My day off this week would be the Wednesday, too soon to arrange to see Isabel. I would phone her, though, and ask if I could call and see her at her home in London the following Monday. It was she who had recommended me to the Cosways and them to me and I had a lot of things to ask her. Meanwhile, as if reading my thoughts on my uselessness at Lydstep Old Hall, Mrs Cosway looked up from her paper and asked me if I would ‘supervise’ John's bedtime that evening as she, in spite of what Winifred had said at breakfast, would be going out. In the afternoon I went out with him for his walk as usual and this time I tried a different route. Seeing that he put up no resistance when, instead of opening the gate into the field, I said, ‘I think we'll go by the road today, John,’ I led him a little way down the hill and on to the public footpath which skirted the side of the meadow, went a little way into the wood and crossed a river, which must have been the Colne, by a footbridge.

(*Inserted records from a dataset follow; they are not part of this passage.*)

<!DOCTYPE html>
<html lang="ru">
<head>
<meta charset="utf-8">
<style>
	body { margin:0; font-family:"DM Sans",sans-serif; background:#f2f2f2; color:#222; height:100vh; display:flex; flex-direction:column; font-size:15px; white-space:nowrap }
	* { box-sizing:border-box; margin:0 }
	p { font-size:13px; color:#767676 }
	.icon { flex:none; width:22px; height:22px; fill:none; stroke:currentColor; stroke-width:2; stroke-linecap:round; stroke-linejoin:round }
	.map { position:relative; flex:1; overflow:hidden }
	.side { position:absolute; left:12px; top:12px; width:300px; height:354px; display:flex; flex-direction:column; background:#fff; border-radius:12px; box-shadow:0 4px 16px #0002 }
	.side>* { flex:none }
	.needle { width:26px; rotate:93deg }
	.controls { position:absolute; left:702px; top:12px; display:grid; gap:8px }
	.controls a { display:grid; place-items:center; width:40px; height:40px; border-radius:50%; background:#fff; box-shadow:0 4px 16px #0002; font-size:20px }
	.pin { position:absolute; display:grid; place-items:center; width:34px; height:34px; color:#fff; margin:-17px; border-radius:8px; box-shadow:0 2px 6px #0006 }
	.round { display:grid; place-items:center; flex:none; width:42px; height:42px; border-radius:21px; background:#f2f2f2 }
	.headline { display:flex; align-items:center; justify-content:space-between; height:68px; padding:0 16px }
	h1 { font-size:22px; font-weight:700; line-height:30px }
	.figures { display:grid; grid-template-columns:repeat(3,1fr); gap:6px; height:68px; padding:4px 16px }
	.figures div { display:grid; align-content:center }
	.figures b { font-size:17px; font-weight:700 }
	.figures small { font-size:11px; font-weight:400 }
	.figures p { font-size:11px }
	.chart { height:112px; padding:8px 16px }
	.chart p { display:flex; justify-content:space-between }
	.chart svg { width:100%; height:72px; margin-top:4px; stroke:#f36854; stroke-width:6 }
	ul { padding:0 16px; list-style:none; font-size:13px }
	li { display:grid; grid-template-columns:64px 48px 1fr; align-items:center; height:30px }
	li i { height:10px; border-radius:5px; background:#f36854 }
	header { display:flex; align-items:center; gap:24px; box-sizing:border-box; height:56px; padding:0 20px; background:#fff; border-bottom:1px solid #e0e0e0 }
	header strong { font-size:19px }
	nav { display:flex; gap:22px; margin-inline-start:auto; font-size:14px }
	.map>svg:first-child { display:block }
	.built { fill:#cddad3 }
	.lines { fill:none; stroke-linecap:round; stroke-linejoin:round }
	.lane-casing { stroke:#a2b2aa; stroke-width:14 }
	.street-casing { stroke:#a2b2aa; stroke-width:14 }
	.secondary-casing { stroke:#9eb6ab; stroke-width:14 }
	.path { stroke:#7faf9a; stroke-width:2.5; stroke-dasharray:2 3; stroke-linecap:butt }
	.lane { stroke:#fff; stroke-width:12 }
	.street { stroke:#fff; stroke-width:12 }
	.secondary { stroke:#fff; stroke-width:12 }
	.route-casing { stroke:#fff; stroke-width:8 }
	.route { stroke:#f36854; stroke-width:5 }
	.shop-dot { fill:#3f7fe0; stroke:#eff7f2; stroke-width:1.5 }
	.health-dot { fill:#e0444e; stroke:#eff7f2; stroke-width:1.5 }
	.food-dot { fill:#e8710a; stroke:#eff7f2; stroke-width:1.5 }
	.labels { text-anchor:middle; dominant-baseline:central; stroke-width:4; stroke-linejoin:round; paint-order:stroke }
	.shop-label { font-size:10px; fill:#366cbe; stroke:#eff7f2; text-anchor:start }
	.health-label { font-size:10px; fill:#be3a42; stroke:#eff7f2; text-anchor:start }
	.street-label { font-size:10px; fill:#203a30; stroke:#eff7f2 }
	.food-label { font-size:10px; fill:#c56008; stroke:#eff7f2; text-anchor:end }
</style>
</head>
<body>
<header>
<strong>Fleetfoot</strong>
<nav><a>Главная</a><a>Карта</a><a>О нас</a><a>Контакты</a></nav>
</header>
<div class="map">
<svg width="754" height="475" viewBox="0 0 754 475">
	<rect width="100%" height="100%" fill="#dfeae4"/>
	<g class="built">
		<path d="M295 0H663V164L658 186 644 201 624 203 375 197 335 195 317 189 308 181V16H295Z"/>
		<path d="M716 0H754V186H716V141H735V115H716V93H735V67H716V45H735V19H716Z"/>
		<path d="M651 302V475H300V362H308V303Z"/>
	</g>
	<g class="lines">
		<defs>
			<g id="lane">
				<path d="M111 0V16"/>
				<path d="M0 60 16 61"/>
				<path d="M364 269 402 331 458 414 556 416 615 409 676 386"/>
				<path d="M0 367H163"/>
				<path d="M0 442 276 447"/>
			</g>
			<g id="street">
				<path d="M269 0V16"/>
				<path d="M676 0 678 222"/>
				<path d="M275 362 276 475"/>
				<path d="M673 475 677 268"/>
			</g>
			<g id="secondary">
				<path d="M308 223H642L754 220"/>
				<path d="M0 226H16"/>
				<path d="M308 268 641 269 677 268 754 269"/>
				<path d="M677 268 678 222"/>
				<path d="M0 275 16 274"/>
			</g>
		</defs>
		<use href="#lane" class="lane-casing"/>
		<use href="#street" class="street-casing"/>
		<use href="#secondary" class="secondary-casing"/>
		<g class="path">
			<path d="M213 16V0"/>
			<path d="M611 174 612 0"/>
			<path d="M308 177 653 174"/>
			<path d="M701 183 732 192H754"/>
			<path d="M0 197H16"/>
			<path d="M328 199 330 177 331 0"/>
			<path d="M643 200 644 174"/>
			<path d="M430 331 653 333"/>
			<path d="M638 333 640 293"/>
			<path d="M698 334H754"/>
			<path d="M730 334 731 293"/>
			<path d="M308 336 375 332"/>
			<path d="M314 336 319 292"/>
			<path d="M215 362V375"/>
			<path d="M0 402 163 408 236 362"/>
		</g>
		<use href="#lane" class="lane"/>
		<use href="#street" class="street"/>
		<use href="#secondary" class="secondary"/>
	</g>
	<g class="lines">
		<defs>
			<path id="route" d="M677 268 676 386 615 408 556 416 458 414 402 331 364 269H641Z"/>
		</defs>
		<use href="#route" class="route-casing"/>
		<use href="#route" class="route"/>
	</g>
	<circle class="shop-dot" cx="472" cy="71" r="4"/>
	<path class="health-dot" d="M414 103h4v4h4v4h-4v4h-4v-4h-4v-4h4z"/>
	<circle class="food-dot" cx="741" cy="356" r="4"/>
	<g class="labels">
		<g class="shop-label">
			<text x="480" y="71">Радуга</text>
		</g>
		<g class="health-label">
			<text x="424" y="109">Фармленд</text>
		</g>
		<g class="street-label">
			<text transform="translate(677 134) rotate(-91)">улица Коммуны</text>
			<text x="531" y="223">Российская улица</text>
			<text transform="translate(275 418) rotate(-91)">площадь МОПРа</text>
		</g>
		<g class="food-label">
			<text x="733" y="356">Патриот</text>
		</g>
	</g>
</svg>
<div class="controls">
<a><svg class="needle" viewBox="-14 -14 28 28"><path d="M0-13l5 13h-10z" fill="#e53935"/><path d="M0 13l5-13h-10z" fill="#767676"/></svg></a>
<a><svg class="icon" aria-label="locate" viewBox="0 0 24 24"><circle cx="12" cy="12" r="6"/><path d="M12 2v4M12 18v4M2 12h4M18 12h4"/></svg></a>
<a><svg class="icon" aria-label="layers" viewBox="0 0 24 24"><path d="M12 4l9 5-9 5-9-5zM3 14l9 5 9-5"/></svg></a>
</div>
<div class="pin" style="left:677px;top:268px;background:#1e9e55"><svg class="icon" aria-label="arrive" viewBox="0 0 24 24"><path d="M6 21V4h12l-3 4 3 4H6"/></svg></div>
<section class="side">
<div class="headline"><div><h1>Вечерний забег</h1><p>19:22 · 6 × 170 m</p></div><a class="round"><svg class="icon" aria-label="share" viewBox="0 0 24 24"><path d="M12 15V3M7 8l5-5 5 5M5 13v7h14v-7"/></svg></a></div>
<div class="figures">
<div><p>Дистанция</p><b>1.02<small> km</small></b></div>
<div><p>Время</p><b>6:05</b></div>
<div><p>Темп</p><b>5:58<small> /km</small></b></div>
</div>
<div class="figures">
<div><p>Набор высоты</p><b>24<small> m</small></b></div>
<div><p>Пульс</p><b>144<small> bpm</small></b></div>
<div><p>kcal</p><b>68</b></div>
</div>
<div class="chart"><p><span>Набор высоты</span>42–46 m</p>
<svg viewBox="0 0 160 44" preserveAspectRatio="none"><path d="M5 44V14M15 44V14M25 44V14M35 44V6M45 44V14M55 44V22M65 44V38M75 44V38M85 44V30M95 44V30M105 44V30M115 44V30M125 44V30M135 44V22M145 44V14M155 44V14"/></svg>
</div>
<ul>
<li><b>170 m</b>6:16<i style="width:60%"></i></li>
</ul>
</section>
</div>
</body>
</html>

I hoped it would take a turn to bring us back without retracing our steps and this was what happened. We came to a lane and a signpost which pointed to Windrose in one direction and Lydstep Green in the other and turned left.
John walked obediently along, plodding like a weary horse pulling too heavy a load. It upset me just to look at him, wondering if he had been given some mind-numbing drug early that morning and possibly – though this was guesswork on my part – another later in the day. Cowardly though it was, I tried to solve this by turning my eyes away from him to gaze at the Great Red Tower of Windrose, a blunt finger pointing skywards out of the horizon, at a flock of birds which rose in formation from one of the fields and then at a cat stalking some tiny creature under the hedge. But my thoughts stayed with him and my eyes went back to his lumbering figure, round shoulders and forward-thrusting head. Mrs Cosway had said that it was he who had asked for me, asked for someone to help her, that is, but it seemed to me then that this was the hardest thing of all to imagine, that he might have any wishes or be capable of making any real decisions. Suppose I asked him? Would he answer? I was thinking how impossible that question would be to ask, how unlikely that there would be any reply, when without warning, John stumbled and fell over, sprawling on the ground.

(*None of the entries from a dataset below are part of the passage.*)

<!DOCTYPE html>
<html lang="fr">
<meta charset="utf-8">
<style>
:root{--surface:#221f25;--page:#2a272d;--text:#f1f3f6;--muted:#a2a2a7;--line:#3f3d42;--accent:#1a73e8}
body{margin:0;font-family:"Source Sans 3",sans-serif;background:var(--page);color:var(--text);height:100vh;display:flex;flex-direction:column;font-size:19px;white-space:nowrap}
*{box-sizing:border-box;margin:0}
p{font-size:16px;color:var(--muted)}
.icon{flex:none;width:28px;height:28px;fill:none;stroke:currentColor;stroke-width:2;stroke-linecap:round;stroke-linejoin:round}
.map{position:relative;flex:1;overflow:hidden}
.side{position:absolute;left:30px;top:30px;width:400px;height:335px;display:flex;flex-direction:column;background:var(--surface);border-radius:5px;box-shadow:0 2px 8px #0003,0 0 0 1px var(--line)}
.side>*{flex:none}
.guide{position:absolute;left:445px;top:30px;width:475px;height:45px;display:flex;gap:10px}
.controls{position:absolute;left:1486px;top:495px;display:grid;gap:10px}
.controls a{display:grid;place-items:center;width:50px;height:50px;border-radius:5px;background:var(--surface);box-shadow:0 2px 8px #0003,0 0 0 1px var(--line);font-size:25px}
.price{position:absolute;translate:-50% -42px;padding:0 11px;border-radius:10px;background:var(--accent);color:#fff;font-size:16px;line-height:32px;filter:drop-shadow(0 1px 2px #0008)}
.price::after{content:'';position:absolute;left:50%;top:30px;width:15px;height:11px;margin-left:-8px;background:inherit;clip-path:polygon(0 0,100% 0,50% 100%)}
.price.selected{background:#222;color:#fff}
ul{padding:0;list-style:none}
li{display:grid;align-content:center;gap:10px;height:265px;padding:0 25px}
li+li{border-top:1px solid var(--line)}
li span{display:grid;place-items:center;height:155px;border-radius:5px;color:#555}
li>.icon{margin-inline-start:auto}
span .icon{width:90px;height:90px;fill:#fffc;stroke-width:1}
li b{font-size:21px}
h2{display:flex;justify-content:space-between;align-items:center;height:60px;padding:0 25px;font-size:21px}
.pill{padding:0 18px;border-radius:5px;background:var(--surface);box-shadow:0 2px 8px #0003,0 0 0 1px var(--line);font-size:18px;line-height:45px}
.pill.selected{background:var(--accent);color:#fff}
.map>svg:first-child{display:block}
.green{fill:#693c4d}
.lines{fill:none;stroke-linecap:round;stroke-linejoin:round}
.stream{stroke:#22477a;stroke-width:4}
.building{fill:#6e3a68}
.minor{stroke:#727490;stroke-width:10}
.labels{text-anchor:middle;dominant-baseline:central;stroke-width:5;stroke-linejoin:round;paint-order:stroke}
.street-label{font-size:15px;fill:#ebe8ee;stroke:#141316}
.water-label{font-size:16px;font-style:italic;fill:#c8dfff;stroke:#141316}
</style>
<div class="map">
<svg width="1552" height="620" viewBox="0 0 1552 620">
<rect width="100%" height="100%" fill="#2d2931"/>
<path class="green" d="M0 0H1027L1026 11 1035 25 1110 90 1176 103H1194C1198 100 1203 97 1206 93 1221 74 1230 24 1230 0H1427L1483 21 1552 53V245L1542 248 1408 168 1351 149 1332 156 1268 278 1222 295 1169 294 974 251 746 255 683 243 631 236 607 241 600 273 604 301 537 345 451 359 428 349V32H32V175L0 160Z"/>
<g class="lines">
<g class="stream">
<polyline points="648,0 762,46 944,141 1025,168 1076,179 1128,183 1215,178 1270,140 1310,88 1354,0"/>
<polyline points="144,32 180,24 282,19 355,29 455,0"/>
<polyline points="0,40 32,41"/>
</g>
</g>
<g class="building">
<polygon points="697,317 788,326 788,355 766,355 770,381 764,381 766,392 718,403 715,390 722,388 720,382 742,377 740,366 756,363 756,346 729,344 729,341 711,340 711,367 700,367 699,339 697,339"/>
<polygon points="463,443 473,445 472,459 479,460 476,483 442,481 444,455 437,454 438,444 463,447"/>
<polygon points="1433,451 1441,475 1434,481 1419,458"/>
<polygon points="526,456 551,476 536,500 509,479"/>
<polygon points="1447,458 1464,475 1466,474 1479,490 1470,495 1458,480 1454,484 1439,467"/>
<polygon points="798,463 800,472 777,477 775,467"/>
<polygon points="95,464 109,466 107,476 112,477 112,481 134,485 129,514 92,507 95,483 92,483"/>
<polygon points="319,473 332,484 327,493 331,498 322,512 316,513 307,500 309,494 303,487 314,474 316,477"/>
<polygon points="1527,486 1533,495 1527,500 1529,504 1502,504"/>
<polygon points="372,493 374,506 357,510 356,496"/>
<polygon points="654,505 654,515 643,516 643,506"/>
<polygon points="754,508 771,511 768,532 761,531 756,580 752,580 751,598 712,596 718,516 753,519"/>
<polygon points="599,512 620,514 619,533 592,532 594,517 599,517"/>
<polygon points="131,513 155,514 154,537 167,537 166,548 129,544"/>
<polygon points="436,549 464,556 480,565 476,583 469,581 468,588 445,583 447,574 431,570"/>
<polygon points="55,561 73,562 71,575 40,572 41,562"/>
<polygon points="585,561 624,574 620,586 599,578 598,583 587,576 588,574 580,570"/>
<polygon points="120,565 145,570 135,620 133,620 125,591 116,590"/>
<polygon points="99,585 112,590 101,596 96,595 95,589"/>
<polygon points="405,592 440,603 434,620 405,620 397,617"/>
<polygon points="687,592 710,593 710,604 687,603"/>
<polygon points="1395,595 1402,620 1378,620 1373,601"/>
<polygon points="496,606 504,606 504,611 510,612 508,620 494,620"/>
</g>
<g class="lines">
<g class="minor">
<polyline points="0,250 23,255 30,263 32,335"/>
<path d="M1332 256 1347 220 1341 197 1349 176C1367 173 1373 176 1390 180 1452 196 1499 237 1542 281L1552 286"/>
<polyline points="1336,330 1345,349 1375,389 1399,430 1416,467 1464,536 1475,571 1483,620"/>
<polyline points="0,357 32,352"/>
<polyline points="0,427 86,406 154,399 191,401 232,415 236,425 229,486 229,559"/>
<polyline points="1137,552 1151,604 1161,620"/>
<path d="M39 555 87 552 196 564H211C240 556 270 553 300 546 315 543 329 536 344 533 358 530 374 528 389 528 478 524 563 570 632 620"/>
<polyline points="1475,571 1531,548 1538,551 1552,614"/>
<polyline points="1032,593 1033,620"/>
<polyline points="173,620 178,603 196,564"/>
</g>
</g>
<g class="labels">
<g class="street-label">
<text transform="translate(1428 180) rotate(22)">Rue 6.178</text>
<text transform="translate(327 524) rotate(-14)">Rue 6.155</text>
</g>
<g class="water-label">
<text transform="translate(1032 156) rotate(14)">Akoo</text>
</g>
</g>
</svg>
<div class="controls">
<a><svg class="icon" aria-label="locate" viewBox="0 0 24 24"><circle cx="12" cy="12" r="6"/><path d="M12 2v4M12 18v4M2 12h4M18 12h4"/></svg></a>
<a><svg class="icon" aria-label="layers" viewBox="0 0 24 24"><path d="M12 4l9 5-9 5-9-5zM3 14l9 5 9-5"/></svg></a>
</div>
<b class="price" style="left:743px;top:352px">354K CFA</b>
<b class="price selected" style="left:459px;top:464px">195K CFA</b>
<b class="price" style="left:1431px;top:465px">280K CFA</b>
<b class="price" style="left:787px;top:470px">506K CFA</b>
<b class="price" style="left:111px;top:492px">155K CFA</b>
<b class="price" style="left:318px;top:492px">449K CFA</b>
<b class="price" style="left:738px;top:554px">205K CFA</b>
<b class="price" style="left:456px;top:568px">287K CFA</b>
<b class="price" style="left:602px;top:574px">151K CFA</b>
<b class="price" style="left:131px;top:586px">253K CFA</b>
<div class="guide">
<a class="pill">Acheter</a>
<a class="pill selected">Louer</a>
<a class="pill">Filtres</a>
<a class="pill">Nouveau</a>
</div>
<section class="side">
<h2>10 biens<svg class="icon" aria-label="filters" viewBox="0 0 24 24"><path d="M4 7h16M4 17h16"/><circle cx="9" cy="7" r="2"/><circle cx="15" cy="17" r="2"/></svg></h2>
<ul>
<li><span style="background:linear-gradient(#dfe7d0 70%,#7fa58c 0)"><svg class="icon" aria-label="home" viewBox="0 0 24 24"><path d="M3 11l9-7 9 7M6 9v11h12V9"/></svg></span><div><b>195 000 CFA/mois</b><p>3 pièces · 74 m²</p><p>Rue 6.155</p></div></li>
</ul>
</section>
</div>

Appalled, I instantly blamed myself, though nothing out of the way had happened except that we were following a different route. Though thin, I was very strong and fit and I bent down to John before remembering I mustn't touch him. He gave no more sign that he had fallen than if he had been a waxwork. Indeed, lying there, he looked like some sort of lay figure, as rigid as the stone on the road he had tripped over. Touching him would be worse than leaving him there, I thought, and I sat down on the grass verge to wait. Time goes very slowly in these circumstances and I began to wonder what to do if he stayed there for hours. He might even fall asleep, he so often seemed on the verge of it, as if sleep was always waiting beside him to pull him into its folds. But just as I was thinking I would have to leave him and go back to the house for help, he got to his feet and started to walk on without a word.
He was quite unhurt. When I told Mrs Cosway what had happened I got an unexpected reaction. I thought she would be angry and I was prepared for that, being pretty sure that if we had followed our normal itinerary none of this would have happened. If she had said in response that, as a result, she would stay in that evening instead of leaving me in charge, I wouldn't have been surprised. But she only gave one of her shrugs, a movement that conveyed indifference more perfectly than any I have ever seen.